Copy out the entries exactly, and wherever a picture appears, leave it out.

--- Extracted material ---

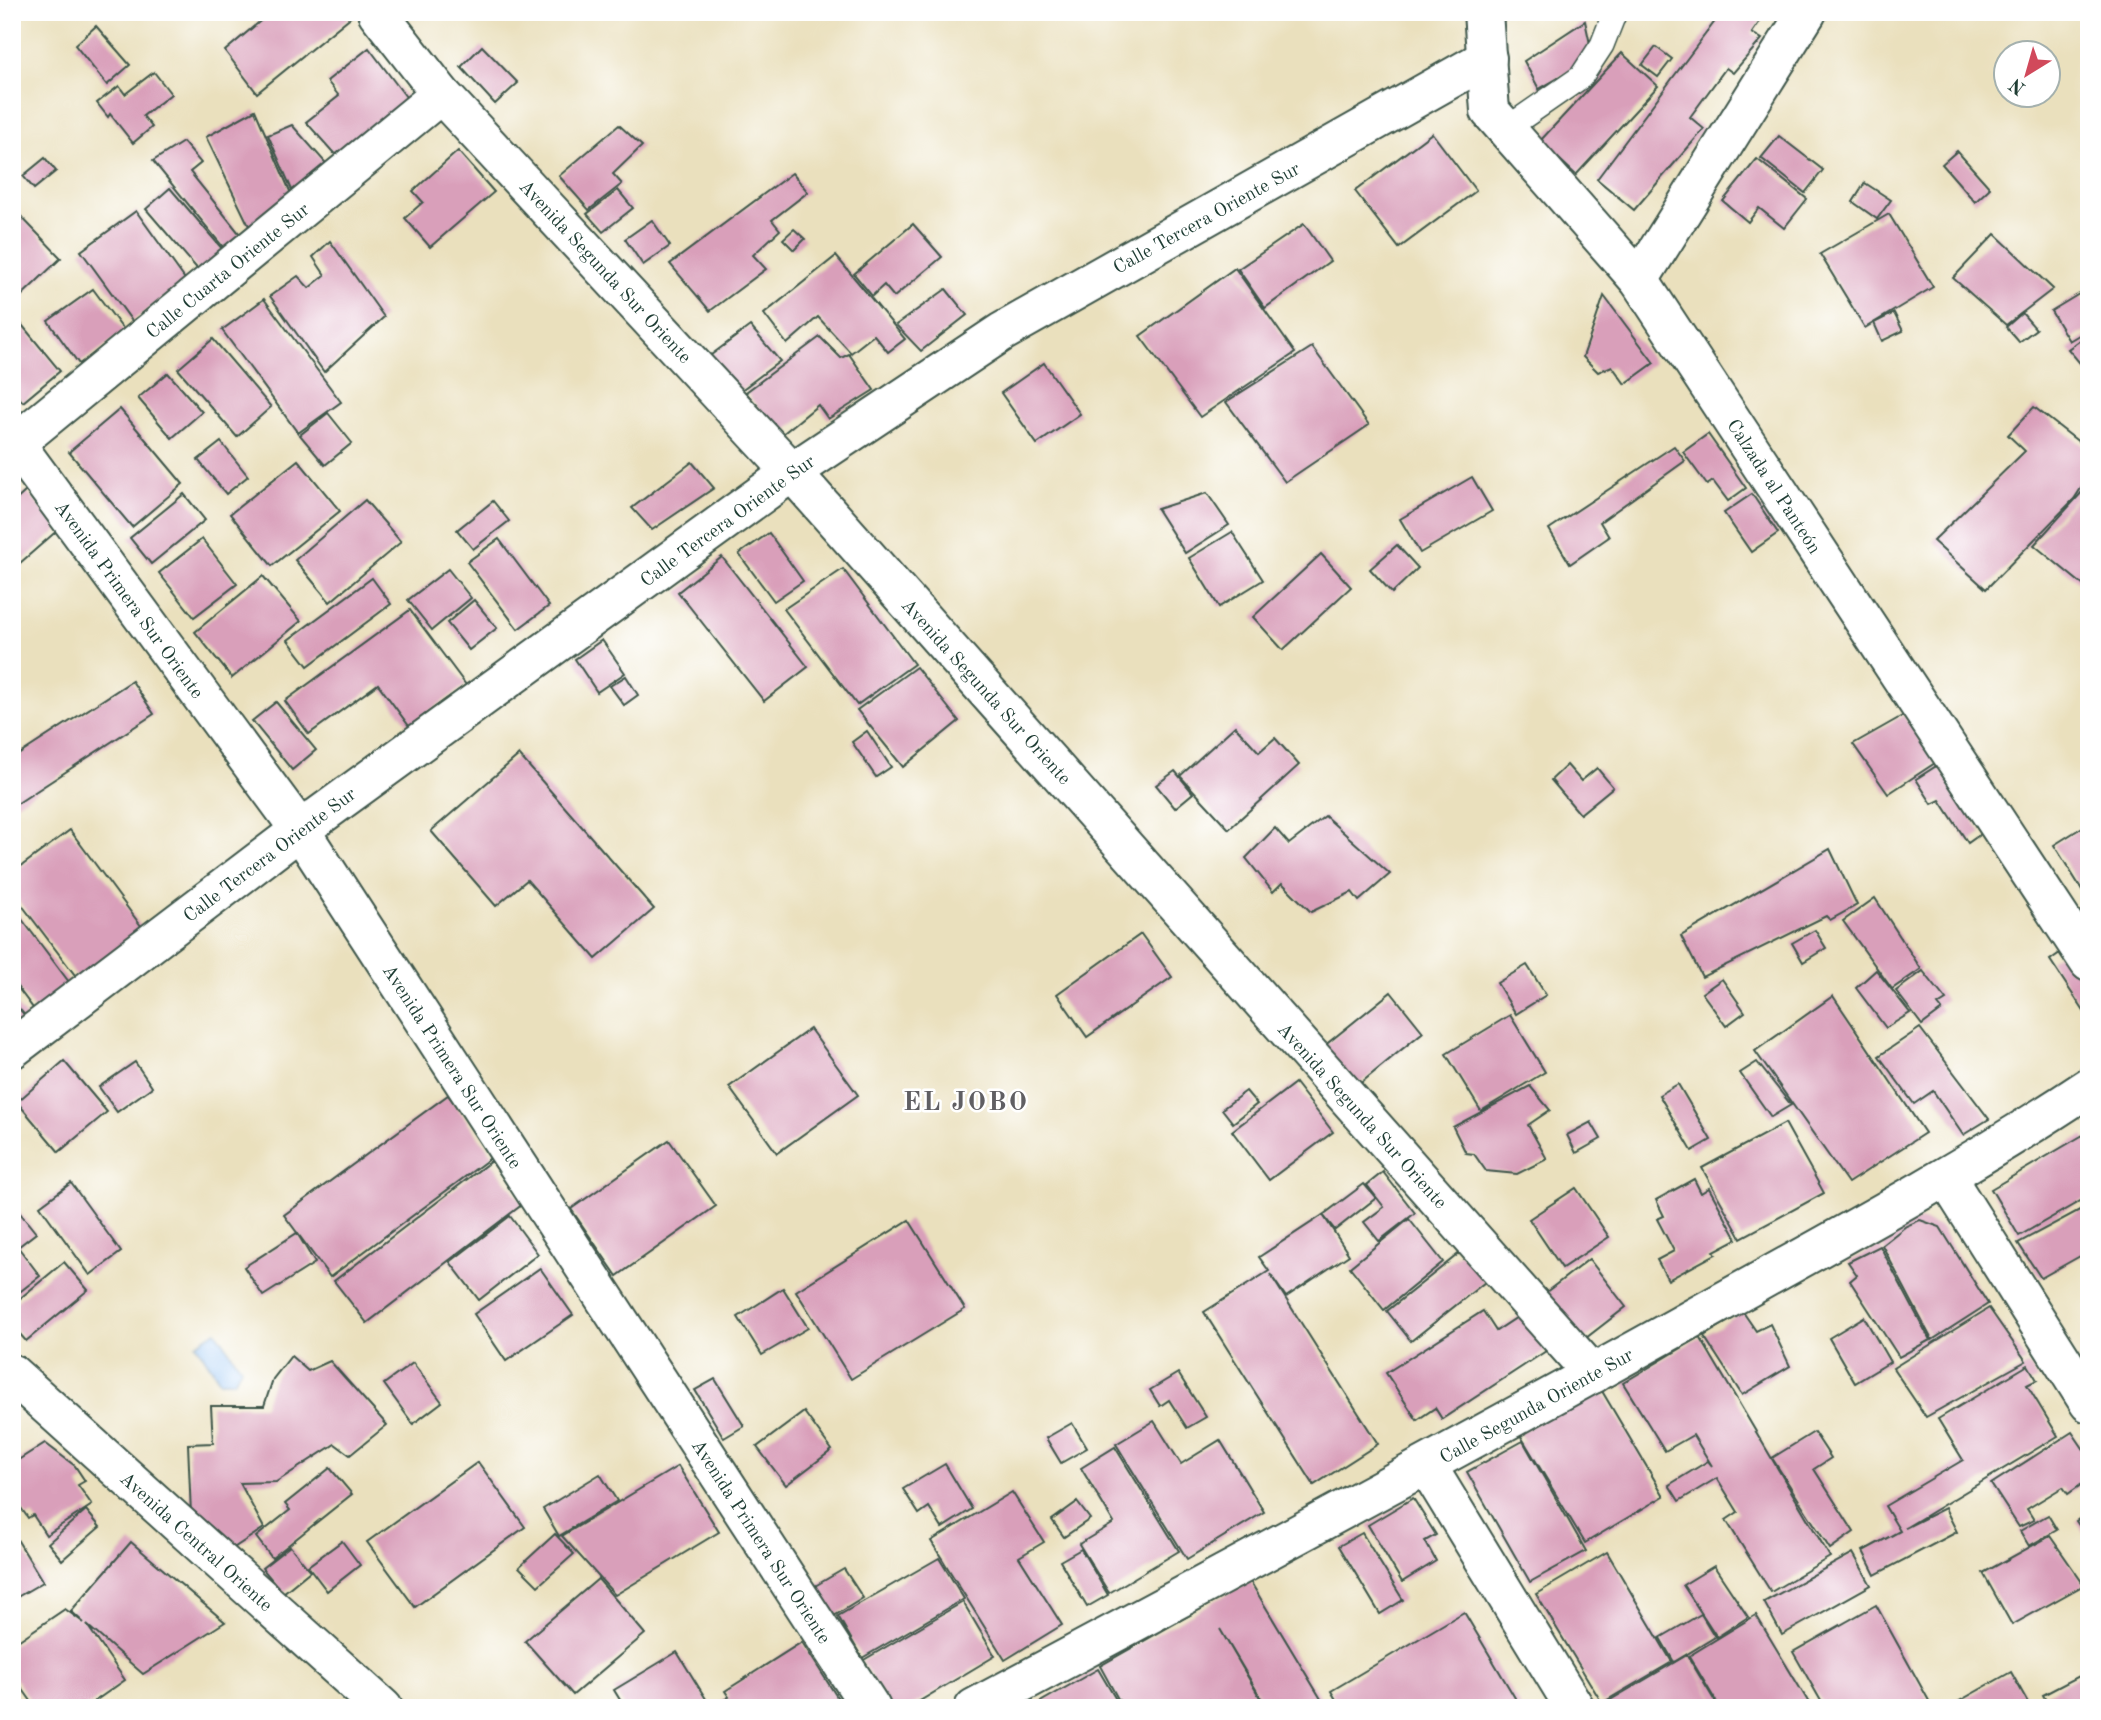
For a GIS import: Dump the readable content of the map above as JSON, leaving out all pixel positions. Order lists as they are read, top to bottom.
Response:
{
  "streets": {
    "street": [
      "Calle Tercera Oriente Sur",
      "Calle Cuarta Oriente Sur",
      "Avenida Segunda Sur Oriente",
      "Calzada al Panteón",
      "Avenida Primera Sur Oriente",
      "Calle Segunda Oriente Sur",
      "Avenida Central Oriente"
    ]
  },
  "crossings": [
    ["Calle Tercera Oriente Sur", "Avenida Segunda Sur Oriente"],
    ["Calle Tercera Oriente Sur", "Calzada al Panteón"],
    ["Calle Tercera Oriente Sur", "Avenida Primera Sur Oriente"],
    ["Calle Cuarta Oriente Sur", "Avenida Segunda Sur Oriente"],
    ["Calle Cuarta Oriente Sur", "Avenida Primera Sur Oriente"],
    ["Avenida Segunda Sur Oriente", "Calle Segunda Oriente Sur"]
  ],
  "districts": ["EL JOBO"],
  "north": "bottom left"
}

---

▶ **Output below**:
For a GIS import: Dump the readable content of the map above as JSON, leaving out all pixel positions. Order lists as they are read, top to bottom.
Response:
{
  "streets": {
    "street": [
      "Calle Tercera Oriente Sur",
      "Calle Cuarta Oriente Sur",
      "Avenida Segunda Sur Oriente",
      "Calzada al Panteón",
      "Avenida Primera Sur Oriente",
      "Calle Segunda Oriente Sur",
      "Avenida Central Oriente"
    ]
  },
  "crossings": [
    ["Calle Tercera Oriente Sur", "Avenida Segunda Sur Oriente"],
    ["Calle Tercera Oriente Sur", "Calzada al Panteón"],
    ["Calle Tercera Oriente Sur", "Avenida Primera Sur Oriente"],
    ["Calle Cuarta Oriente Sur", "Avenida Segunda Sur Oriente"],
    ["Calle Cuarta Oriente Sur", "Avenida Primera Sur Oriente"],
    ["Avenida Segunda Sur Oriente", "Calle Segunda Oriente Sur"]
  ],
  "districts": ["EL JOBO"],
  "north": "bottom left"
}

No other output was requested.